**What this task involves:**
Copy each line that contains the string "position", taking them from the material.

**Records for the task:**
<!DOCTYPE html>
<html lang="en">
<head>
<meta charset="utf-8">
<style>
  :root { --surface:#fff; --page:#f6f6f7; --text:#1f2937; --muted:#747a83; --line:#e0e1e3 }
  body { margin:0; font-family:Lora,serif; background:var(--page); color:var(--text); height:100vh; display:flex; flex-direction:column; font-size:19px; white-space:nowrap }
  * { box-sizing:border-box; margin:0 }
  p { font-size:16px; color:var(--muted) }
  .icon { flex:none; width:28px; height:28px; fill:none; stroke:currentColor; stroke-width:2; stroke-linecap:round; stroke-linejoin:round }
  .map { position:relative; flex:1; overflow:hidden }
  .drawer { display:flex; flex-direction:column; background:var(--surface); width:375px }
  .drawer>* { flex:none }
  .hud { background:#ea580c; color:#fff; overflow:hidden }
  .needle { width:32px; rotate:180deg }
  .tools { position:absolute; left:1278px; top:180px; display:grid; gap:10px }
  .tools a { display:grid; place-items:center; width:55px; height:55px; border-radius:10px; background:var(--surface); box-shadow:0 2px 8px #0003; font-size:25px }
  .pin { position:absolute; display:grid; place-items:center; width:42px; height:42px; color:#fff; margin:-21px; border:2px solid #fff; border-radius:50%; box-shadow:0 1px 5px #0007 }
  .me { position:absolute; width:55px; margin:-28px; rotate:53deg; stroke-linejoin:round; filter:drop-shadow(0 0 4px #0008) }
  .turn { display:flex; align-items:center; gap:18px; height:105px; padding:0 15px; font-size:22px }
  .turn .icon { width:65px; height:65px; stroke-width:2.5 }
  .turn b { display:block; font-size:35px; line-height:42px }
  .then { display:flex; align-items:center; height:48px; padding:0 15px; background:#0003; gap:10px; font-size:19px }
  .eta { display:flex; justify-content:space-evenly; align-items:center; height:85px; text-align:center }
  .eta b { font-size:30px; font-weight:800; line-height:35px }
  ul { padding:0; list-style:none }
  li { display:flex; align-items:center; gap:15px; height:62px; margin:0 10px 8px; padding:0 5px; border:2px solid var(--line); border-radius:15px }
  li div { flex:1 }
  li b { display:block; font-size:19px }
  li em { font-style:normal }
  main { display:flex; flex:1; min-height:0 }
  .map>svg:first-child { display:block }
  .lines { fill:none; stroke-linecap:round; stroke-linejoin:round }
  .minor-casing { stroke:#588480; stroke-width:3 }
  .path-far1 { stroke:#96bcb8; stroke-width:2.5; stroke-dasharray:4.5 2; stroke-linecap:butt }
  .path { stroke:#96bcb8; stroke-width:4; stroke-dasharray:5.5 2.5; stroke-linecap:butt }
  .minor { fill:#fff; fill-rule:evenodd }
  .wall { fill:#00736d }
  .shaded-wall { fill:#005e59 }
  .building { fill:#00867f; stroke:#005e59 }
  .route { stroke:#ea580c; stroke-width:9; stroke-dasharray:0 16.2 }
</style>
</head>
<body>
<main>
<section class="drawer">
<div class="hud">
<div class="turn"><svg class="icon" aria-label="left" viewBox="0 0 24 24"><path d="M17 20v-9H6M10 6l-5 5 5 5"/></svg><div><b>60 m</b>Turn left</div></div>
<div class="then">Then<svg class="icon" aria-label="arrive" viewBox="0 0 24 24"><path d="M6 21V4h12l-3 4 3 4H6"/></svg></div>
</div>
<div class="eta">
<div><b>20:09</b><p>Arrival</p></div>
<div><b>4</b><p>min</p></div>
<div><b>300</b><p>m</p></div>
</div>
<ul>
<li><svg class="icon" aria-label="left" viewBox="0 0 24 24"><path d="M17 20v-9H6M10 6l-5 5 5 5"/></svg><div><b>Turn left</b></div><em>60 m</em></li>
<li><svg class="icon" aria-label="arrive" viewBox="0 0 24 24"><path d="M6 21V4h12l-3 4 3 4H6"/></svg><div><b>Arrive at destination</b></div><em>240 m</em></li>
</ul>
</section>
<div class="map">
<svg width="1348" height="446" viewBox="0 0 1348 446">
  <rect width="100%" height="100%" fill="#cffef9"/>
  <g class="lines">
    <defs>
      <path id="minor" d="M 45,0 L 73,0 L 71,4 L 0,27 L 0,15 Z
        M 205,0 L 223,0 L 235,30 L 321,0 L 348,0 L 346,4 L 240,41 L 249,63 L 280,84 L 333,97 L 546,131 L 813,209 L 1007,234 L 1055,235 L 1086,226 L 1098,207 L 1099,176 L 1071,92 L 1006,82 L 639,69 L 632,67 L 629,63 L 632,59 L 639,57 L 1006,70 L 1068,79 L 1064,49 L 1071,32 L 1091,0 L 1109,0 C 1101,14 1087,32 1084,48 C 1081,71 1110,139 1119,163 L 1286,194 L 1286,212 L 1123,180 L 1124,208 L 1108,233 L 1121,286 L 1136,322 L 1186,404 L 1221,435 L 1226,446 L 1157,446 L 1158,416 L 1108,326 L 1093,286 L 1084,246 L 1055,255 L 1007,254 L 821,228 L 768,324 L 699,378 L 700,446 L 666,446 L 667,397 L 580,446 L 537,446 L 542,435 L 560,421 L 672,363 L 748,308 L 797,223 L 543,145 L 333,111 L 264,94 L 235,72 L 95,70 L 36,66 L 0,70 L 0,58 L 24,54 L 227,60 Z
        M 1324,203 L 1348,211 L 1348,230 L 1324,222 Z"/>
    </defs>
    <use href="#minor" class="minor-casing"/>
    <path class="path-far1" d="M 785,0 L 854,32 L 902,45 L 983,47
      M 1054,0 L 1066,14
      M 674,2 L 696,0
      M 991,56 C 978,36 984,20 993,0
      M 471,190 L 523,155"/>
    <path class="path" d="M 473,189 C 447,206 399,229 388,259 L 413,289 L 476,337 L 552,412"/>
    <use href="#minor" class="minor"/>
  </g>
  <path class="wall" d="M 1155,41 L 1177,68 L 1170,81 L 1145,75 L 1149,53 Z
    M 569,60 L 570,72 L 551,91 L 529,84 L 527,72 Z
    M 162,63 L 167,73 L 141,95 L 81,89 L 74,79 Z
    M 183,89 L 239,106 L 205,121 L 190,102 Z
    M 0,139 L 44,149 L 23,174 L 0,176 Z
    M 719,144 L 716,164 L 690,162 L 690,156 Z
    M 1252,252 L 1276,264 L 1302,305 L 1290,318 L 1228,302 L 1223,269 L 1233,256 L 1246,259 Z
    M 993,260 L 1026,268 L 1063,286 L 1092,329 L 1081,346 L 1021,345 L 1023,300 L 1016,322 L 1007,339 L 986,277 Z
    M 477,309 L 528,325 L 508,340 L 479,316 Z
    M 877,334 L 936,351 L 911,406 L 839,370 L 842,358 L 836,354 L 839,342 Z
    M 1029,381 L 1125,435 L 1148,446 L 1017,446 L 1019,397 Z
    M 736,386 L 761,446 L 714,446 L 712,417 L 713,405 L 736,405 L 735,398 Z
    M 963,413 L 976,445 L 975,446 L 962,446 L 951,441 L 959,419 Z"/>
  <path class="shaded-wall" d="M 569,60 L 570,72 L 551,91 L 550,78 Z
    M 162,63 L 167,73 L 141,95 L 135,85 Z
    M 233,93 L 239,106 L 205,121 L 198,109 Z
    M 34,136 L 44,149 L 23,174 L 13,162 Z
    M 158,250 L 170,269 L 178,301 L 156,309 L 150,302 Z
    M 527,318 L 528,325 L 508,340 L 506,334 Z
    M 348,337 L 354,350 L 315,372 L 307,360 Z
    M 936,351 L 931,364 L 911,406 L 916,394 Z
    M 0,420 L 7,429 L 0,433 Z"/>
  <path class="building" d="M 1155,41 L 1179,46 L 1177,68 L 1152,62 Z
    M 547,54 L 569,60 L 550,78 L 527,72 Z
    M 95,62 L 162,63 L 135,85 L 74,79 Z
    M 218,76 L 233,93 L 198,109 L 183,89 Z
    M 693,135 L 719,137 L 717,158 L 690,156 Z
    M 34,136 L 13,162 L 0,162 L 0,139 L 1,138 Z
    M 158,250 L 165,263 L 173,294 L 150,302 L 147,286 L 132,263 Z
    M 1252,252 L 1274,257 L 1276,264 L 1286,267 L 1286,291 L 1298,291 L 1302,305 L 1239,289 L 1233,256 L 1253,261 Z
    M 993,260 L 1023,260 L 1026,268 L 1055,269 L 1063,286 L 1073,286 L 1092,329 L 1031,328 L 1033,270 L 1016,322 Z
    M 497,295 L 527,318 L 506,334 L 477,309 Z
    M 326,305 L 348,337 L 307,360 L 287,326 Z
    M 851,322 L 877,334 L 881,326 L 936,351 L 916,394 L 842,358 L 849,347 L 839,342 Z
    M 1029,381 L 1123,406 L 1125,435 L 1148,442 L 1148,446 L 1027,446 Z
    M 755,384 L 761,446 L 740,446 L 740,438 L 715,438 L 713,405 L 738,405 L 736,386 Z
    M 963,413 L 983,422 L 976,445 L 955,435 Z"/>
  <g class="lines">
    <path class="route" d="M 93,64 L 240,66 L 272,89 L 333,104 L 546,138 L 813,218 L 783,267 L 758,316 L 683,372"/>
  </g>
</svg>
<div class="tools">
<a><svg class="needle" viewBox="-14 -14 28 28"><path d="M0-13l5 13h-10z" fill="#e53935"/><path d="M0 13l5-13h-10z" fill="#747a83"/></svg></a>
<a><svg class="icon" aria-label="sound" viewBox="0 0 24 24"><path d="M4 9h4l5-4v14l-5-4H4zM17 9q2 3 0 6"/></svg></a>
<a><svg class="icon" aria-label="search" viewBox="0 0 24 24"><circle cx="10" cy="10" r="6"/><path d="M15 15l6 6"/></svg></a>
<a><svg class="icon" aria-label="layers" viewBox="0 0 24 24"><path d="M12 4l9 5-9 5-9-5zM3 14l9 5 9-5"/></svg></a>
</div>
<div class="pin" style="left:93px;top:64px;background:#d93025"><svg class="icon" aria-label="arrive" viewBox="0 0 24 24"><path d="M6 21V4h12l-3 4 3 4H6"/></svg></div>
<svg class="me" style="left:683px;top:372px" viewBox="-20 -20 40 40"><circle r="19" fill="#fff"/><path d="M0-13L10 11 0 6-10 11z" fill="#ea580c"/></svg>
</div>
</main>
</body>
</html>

**Response to this task:**
  .map { position:relative; flex:1; overflow:hidden }
  .tools { position:absolute; left:1278px; top:180px; display:grid; gap:10px }
  .pin { position:absolute; display:grid; place-items:center; width:42px; height:42px; color:#fff; margin:-21px; border:2px solid #fff; border-radius:50%; box-shadow:0 1px 5px #0007 }
  .me { position:absolute; width:55px; margin:-28px; rotate:53deg; stroke-linejoin:round; filter:drop-shadow(0 0 4px #0008) }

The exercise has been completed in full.